One name-based military status search here runs $40, pay-per-use, with no subscription to sign up for and no Social Security number or date of birth required from the person submitting it. That last point is the practical hook. Anyone who has tried the free Defense Manpower Data Center lookup knows it demands an SSN or a birth date, which is exactly the information a landlord chasing a delinquent tenant or a tow operator sitting on an unclaimed vehicle usually does not have. SCRACVS, the verification service behind this listing, builds its whole pitch around closing that gap, returning a result by name alone within one business day.

Name-only military status search

The audience is specific and the site does not pretend otherwise. It is aimed at law firms, landlords, creditors, debt collectors, towing operators and lenders, all of whom face a real legal duty under the SCRA to confirm whether a person is on active duty before moving ahead with an eviction, a repossession or a default judgment. The SCRA protects active-duty members from certain civil actions while they serve, and the burden of checking status sits squarely on the party bringing the action. Get that wrong and the consequences are not trivial, so the value being sold is essentially documentation you can stand behind in front of a judge. To that end the service issues notarized affidavits formatted for court filings, and it will send physical documents by FedEx when a case needs a hard copy in hand.

Who uses this service

Beyond the single lookup, there is batch processing for outfits running high volumes, plus a user portal with an order management dashboard, order tracking and basic account tools. None of that is exotic, but it is the right plumbing for a creditor or a collections shop that files dozens of requests a month and needs to keep them straight. The design reads like infrastructure built for repeat professional use, not a one-off consumer tool, and that fits the clientele it names.

Batch processing and account tools

The person behind it is Roy L. Kaufmann, who is presented as the founder and who claims more than 25 years of military law experience. That kind of named, credentialed origin matters in a field where the buyer is staking a legal action on the accuracy of a certificate, and it is a step up from the anonymous data brokers that float around this same niche. The credential is the site's own claim, not something independently confirmable, but having a real named principal attached to an SCRA compliance product is worth more than a faceless form. A judge who later questions an affidavit will want a traceable source, and a named expert is easier to defend than a generic vendor.

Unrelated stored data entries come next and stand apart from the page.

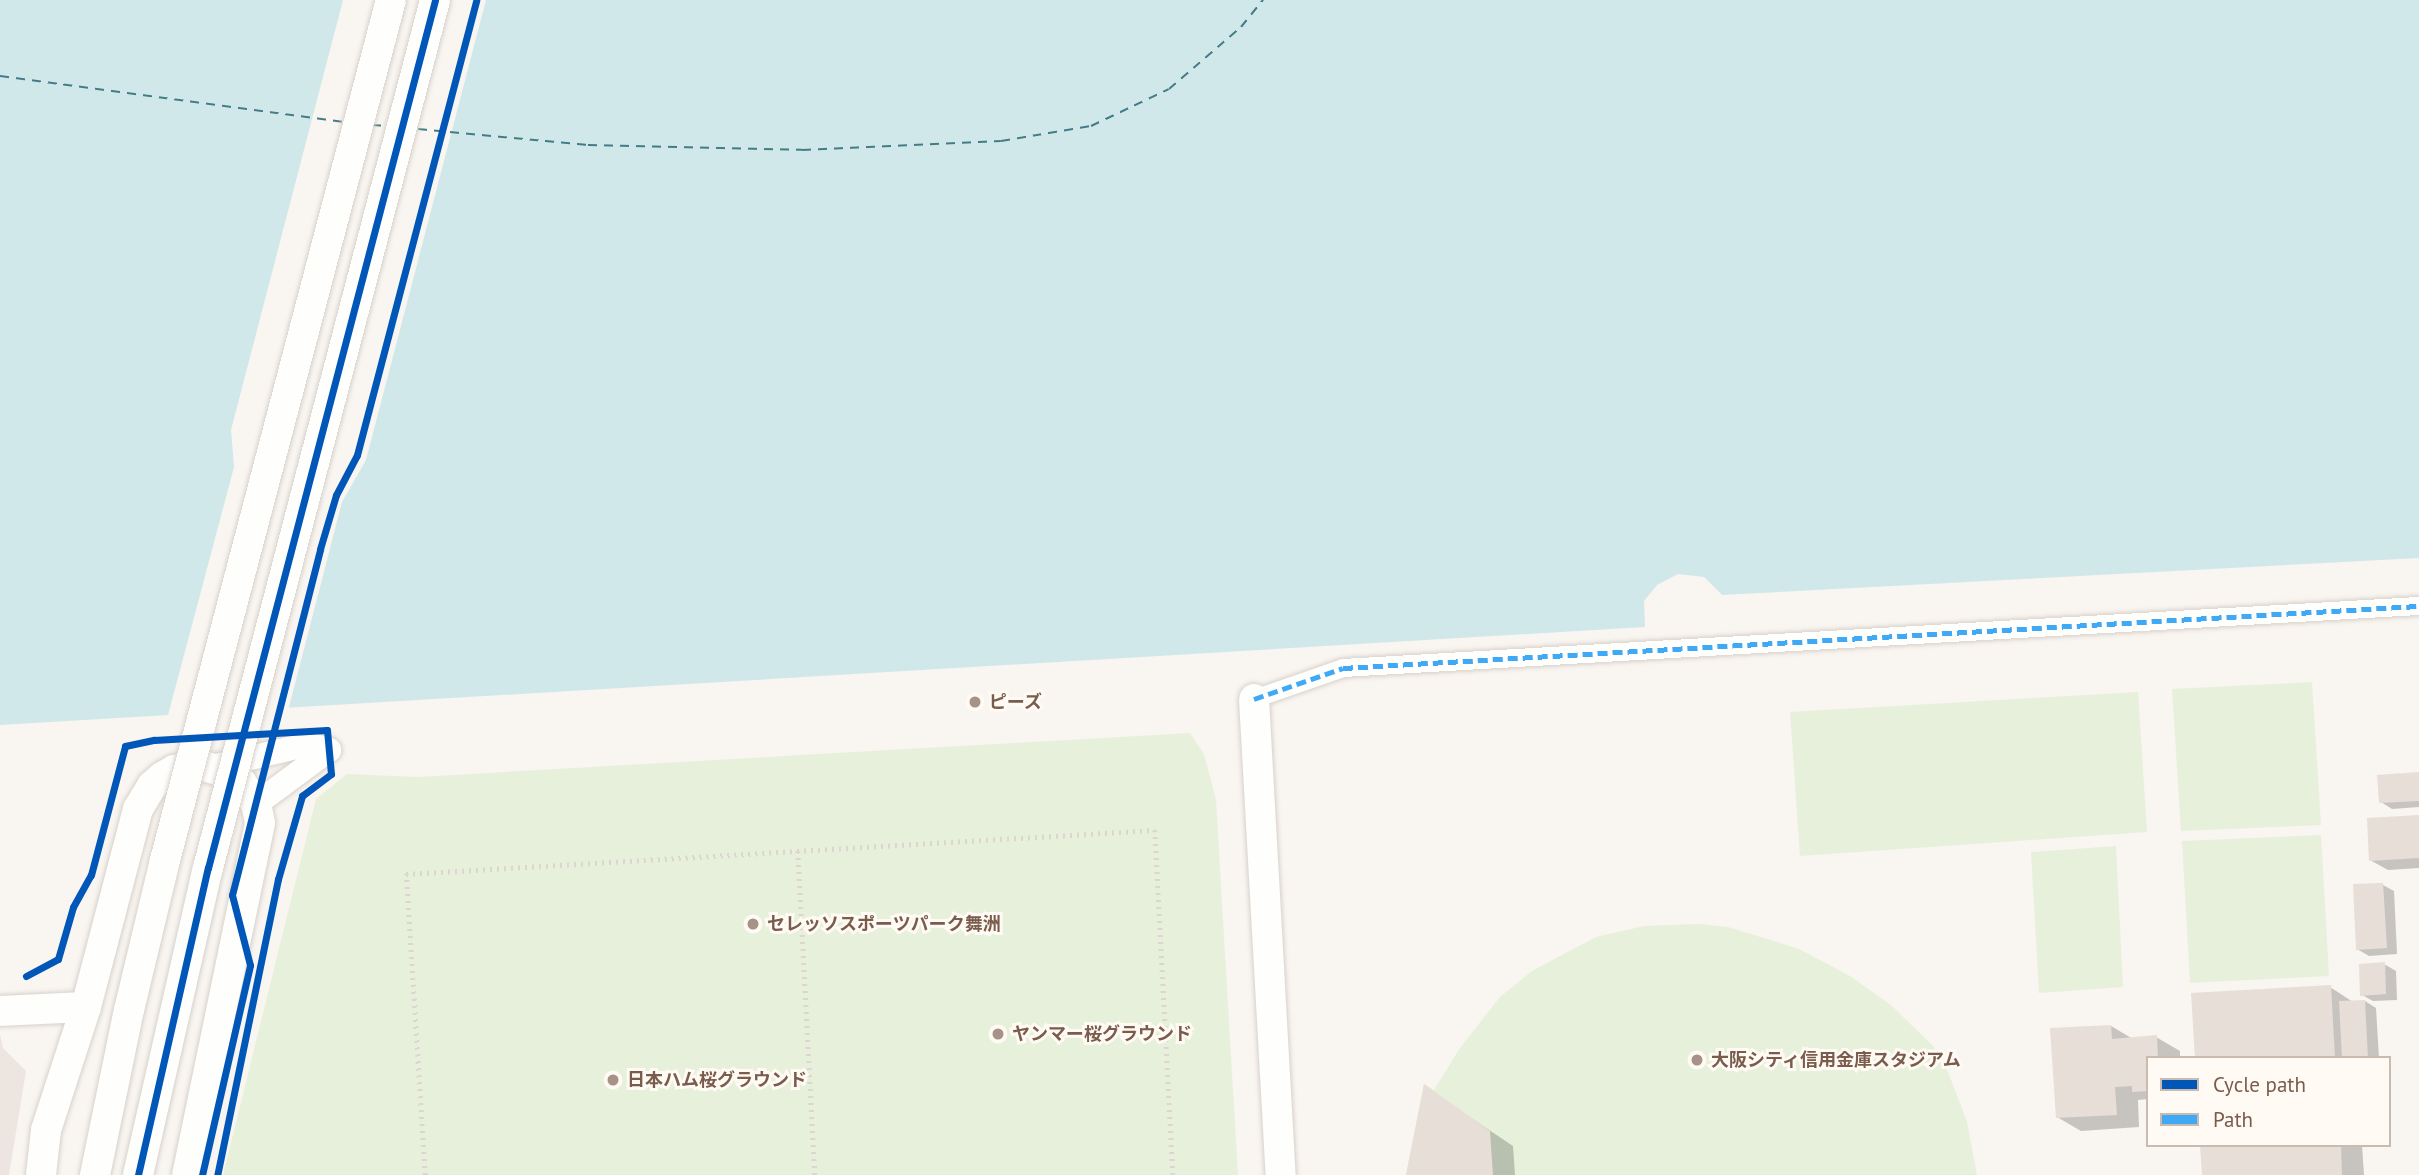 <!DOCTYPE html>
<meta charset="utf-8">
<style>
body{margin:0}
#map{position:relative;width:2419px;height:1175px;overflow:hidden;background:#f9f5f0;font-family:"PT Sans","Noto Sans JP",sans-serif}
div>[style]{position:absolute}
.industrial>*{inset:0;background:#ede5e0}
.green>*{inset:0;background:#e7f0db}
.water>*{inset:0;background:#d0e8ea}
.pier>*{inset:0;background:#f9f5f0}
.shadow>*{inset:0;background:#0003}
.ferry>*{height:2px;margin-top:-1px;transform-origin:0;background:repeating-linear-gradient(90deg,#437c86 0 9px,transparent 0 16px)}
.building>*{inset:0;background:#e6ded7}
.path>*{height:4.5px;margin-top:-2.25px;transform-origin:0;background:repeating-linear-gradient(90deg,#dcd5d0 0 2px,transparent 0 7px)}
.roads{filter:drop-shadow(0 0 2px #d7d1cb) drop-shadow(0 0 2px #d7d1cb)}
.pedestrian>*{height:18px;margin:-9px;padding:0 9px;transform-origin:9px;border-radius:9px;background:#fefefd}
.minor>*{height:24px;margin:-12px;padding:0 12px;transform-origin:12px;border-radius:12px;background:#fefefd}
.tertiary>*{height:30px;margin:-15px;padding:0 15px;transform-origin:15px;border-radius:15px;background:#fefefd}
.bridges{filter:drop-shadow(0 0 2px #d7d1cb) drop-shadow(0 0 2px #d7d1cb)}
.tertiary-bridge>*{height:30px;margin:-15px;padding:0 15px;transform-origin:15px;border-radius:15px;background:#fefefd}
.quiet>*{height:5px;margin-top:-2.5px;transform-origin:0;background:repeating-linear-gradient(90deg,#3fa9f5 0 10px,transparent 0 15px)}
.cycleway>*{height:7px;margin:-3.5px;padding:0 3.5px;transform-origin:3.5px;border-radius:3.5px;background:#0057b8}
.dots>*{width:19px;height:19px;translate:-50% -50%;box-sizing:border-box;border:4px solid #fffaf3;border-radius:50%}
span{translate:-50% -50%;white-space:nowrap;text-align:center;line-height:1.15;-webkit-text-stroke:6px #fffaf3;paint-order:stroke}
.poi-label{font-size:18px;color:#7a5c4d;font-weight:700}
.left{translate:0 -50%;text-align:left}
.legend{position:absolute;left:2146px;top:1056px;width:245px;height:91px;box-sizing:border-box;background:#fffaf3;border:2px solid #cabbb1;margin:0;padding:9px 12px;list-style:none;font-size:21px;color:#7a5c4d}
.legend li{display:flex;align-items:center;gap:14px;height:35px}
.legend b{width:35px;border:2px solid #cabbb1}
</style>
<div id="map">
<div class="industrial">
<i style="clip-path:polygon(0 1034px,3px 1048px,26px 1071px,9px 1175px,0 1175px)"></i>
</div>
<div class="green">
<i style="clip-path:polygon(2312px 682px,2321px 825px,2181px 831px,2172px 689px)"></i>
<i style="clip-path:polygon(2138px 692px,2147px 832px,1800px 856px,1790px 712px)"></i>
<i style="clip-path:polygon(1190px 733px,1204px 754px,1216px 800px,1238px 1175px,223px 1175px,316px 799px,347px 774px,417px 777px)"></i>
<i style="clip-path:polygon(2321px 835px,2329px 976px,2190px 983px,2182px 841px)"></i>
<i style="clip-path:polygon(2116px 846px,2123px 987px,2039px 993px,2031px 852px)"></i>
<i style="clip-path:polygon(1699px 924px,1728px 927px,1799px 949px,1850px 976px,1892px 1006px,1933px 1046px,1948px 1072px,1967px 1122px,1977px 1175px,1406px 1175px,1424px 1084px,1434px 1090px,1460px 1048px,1500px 997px,1532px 971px,1596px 937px,1644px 926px)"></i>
</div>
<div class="water">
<i style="clip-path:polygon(0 0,2419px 0,2419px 558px,1722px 595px,1704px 577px,1678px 574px,1657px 585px,1644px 601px,1645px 627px,0 725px)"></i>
</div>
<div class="pier">
<i style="clip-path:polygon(343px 0,486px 0,366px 460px,342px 502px,288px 711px,167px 719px,234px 467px,231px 430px)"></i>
</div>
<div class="shadow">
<i style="clip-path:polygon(2419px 774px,2419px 807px,2392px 809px,2381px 802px)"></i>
<i style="clip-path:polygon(2419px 817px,2419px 868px,2388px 870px,2370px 860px)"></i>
<i style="clip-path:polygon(2383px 885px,2394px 891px,2397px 954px,2369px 956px,2357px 949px)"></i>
<i style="clip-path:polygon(2384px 964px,2396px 971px,2397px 1000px,2373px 1001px,2362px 995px)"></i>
<i style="clip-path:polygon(2330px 987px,2353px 1002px,2365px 1001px,2376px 1008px,2379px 1058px,2197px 1058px)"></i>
<i style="clip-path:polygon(2111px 1026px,2133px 1039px,2156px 1037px,2180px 1051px,2180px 1058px,2148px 1058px,2148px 1099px,2138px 1100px,2139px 1127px,2081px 1131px,2057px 1117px)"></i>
<i style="clip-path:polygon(1425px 1087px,1513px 1146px,1515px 1175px,1408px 1175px)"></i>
<i style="clip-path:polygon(2202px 1145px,2362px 1145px,2364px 1175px,2203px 1175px)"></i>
</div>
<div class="ferry">
<i style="left:0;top:76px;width:349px;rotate:7.6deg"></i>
<i style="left:372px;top:125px;width:16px;rotate:4deg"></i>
<i style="left:418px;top:129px;width:171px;rotate:5.4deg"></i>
<i style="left:588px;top:145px;width:214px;rotate:1.3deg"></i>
<i style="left:802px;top:150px;width:199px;rotate:-2.6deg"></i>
<i style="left:1001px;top:141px;width:91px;rotate:-9.5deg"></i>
<i style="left:1091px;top:126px;width:86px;rotate:-25.4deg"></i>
<i style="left:1169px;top:89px;width:95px;rotate:-40.7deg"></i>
<i style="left:1241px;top:27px;width:35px;rotate:-51deg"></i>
</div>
<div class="building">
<i style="clip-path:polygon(2419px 772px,2419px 801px,2379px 803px,2377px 775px)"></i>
<i style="clip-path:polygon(2419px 815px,2419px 858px,2369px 861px,2367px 818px)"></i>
<i style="clip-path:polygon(2383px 883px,2387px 948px,2356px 950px,2353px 884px)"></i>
<i style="clip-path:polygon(2385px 962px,2386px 994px,2360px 996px,2359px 964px)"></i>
<i style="clip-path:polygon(2331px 985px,2335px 1058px,2195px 1058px,2191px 993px)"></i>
<i style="clip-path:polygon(2365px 1000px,2368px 1058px,2342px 1058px,2339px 1001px)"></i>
<i style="clip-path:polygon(2111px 1025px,2112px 1039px,2157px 1035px,2158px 1058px,2148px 1058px,2148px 1091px,2132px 1092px,2132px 1086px,2115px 1087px,2117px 1115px,2056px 1118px,2050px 1028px)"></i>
<i style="clip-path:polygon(1424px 1084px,1490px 1131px,1493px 1175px,1406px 1175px)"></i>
<i style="clip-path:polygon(2200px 1145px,2341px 1145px,2342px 1175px,2202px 1175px)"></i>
</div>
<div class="path">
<i style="left:798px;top:851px;width:324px;rotate:87deg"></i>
<i style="left:425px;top:1175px;width:302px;rotate:-93.6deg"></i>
<i style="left:406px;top:874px;width:750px;rotate:-3.36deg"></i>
<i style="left:1155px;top:830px;width:345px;rotate:87deg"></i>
</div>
<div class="roads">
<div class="pedestrian">
<i style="left:1254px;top:699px;width:94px;rotate:-19.2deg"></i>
<i style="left:1343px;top:668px;width:1078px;rotate:-3.3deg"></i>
</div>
<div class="minor">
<i style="left:221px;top:765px;width:90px;rotate:-13.4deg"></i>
<i style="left:309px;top:744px;width:21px;rotate:17deg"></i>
<i style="left:256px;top:804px;width:91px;rotate:-36.5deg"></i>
</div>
<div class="tertiary">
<i style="left:1254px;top:699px;width:477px;rotate:86.8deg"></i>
<i style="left:0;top:1011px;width:86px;rotate:-2.7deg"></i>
<i style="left:41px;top:1175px;width:45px;rotate:-83.7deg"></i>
<i style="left:46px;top:1130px;width:129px;rotate:-72deg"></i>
<i style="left:86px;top:1007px;width:205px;rotate:-75.3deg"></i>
<i style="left:138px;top:809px;width:27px;rotate:-59deg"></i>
<i style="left:152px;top:786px;width:13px;rotate:-42deg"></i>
<i style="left:162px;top:777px;width:14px;rotate:-30deg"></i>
<i style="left:174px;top:770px;width:26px;rotate:-11deg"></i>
<i style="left:200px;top:765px;width:29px;rotate:16deg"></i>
<i style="left:228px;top:773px;width:16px;rotate:35deg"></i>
<i style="left:241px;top:782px;width:27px;rotate:56deg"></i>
<i style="left:256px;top:804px;width:19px;rotate:78deg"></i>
<i style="left:260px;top:823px;width:359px;rotate:101.7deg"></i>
</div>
</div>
<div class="bridges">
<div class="tertiary-bridge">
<i style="left:95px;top:1175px;width:168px;rotate:-78.4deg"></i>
<i style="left:129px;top:1010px;width:154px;rotate:-76.5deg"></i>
<i style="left:165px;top:860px;width:889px;rotate:-75.28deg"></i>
<i style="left:138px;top:1175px;width:315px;rotate:-77.2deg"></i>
<i style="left:208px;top:868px;width:897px;rotate:-75.34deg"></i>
</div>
</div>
<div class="quiet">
<i style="left:1254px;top:699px;width:94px;rotate:-19.2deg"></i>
<i style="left:1343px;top:668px;width:1078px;rotate:-3.3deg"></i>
</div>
<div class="cycleway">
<i style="left:26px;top:976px;width:36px;rotate:-28deg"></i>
<i style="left:58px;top:959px;width:54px;rotate:-73.9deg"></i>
<i style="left:73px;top:907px;width:37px;rotate:-61deg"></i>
<i style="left:91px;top:875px;width:133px;rotate:-75.2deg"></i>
<i style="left:125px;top:746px;width:30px;rotate:-12deg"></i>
<i style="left:154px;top:740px;width:173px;rotate:-3.3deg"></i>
<i style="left:327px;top:730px;width:44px;rotate:84.8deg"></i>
<i style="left:331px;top:774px;width:36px;rotate:143deg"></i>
<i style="left:302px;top:796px;width:86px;rotate:106.1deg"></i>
<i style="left:278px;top:879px;width:302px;rotate:101.6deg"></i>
<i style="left:138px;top:1175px;width:315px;rotate:-77.2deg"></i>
<i style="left:208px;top:868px;width:897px;rotate:-75.34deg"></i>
<i style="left:202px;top:1175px;width:215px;rotate:-77.1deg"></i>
<i style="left:250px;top:965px;width:72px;rotate:-104.4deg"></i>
<i style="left:232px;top:895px;width:357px;rotate:-75.7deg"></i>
<i style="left:320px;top:549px;width:56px;rotate:-73.5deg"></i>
<i style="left:336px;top:495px;width:45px;rotate:-62.3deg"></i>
<i style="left:357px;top:455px;width:470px;rotate:-75.3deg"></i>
</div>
<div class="dots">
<i style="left:975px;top:702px;background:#a69286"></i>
<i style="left:753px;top:924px;background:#a69286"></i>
<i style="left:998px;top:1034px;background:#a69286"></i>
<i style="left:1697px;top:1060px;background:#a69286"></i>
<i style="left:613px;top:1080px;background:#a69286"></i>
</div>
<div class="poi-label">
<span class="left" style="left:989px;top:702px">ピーズ</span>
<span class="left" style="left:767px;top:924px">セレッソスポーツパーク舞洲</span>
<span class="left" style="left:1012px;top:1034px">ヤンマー桜グラウンド</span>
<span class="left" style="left:1711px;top:1060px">大阪シティ信用金庫スタジアム</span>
<span class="left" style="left:627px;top:1080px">日本ハム桜グラウンド</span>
</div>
<ul class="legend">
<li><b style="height:9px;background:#0057b8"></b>Cycle path</li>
<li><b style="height:9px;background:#3fa9f5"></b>Path</li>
</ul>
</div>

Roy L. Kaufmann and his background

On reputation, the picture is mixed and deserves a careful read. SCRACVS displays a 4.7-star rating drawn from 8,847 reviews and elsewhere references more than 3,000 reviews on its own platform. Those are on-site figures, hosted and counted by the company itself, so they do not carry the same authority as the same numbers on an independent site. There is a Shopper Approved profile for the domain, which does collect verified customer feedback, though no clean aggregate score from it surfaced in searches. What I could not find was any confirmed footprint on Google, Trustpilot, the Better Business Bureau or Yelp.

Where does the reputation stand?

For a service that says it has handled over 100,000 clients, the absence of an obvious third-party review trail is the one thing that gives me pause. It does not mean anything is wrong, but it leaves the glowing self-reported numbers without an outside cross-check, which is the sort of thing a careful buyer of an SCRA certificate should keep in mind.

Third-party review absence

Contact details are easy to find and reassuringly concrete. A phone number is published, there is a support email, and the registration and login portal is clearly linked for clients who want to open an account and start submitting searches. For a service that handles court-bound paperwork, a working phone line you can call when an affidavit needs a correction is a genuinely useful thing to have, and SCRACVS puts it front and center.

Contact and support options

The honest summary is that this is a focused, professionally run tool that does one job and explains it clearly. The pricing is transparent, the turnaround is fast, the output is court-ready, and the name-only search genuinely solves a problem the official channel does not. For the narrow but real job of producing an SCRA affidavit on a subject whose identifiers you do not have, it delivers. The reservation is purely about external validation: the strongest review numbers live on the company's own pages, and the wider internet has not filled in the gaps.

How it compares to government sources

Compared to alternatives, the position is clear enough. The Defense Manpower Data Center's SCRA website is free and is the authoritative government source, so for a single verification where you already hold the subject's SSN or date of birth, that is the cheaper and more direct route. SCRACVS justifies its $40 fee precisely when you lack those identifiers, need a notarized affidavit suitable for filing, or are processing many searches and want a dashboard to manage them. For the firms and creditors it targets, that trade is a defensible one, and on the narrow question of name-only SCRA compliance documentation, nothing free does the same job.